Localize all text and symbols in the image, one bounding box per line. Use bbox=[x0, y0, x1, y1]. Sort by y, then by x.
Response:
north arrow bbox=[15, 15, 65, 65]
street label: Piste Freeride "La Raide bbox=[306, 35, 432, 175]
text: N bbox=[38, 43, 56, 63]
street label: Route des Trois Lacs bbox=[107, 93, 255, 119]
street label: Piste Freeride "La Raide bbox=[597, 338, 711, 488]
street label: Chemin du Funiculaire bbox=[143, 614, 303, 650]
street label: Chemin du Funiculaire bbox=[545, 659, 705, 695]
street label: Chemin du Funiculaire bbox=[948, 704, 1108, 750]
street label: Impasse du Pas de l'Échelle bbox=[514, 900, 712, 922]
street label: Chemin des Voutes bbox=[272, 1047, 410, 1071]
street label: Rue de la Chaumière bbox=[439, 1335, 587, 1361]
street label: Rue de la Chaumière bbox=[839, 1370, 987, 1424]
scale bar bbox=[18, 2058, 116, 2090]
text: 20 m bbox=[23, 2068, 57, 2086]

▸ **ASSIGNMENT**:
Word for word, repeat every line of the data.

▸ **RESPONSE BOX**:
Localize all text and symbols in the image, one bounding box per line. Use bbox=[x0, y0, x1, y1]. Sort by y, then by x.
Response:
north arrow bbox=[15, 15, 65, 65]
street label: Piste Freeride "La Raide bbox=[306, 35, 432, 175]
text: N bbox=[38, 43, 56, 63]
street label: Route des Trois Lacs bbox=[107, 93, 255, 119]
street label: Piste Freeride "La Raide bbox=[597, 338, 711, 488]
street label: Chemin du Funiculaire bbox=[143, 614, 303, 650]
street label: Chemin du Funiculaire bbox=[545, 659, 705, 695]
street label: Chemin du Funiculaire bbox=[948, 704, 1108, 750]
street label: Impasse du Pas de l'Échelle bbox=[514, 900, 712, 922]
street label: Chemin des Voutes bbox=[272, 1047, 410, 1071]
street label: Rue de la Chaumière bbox=[439, 1335, 587, 1361]
street label: Rue de la Chaumière bbox=[839, 1370, 987, 1424]
scale bar bbox=[18, 2058, 116, 2090]
text: 20 m bbox=[23, 2068, 57, 2086]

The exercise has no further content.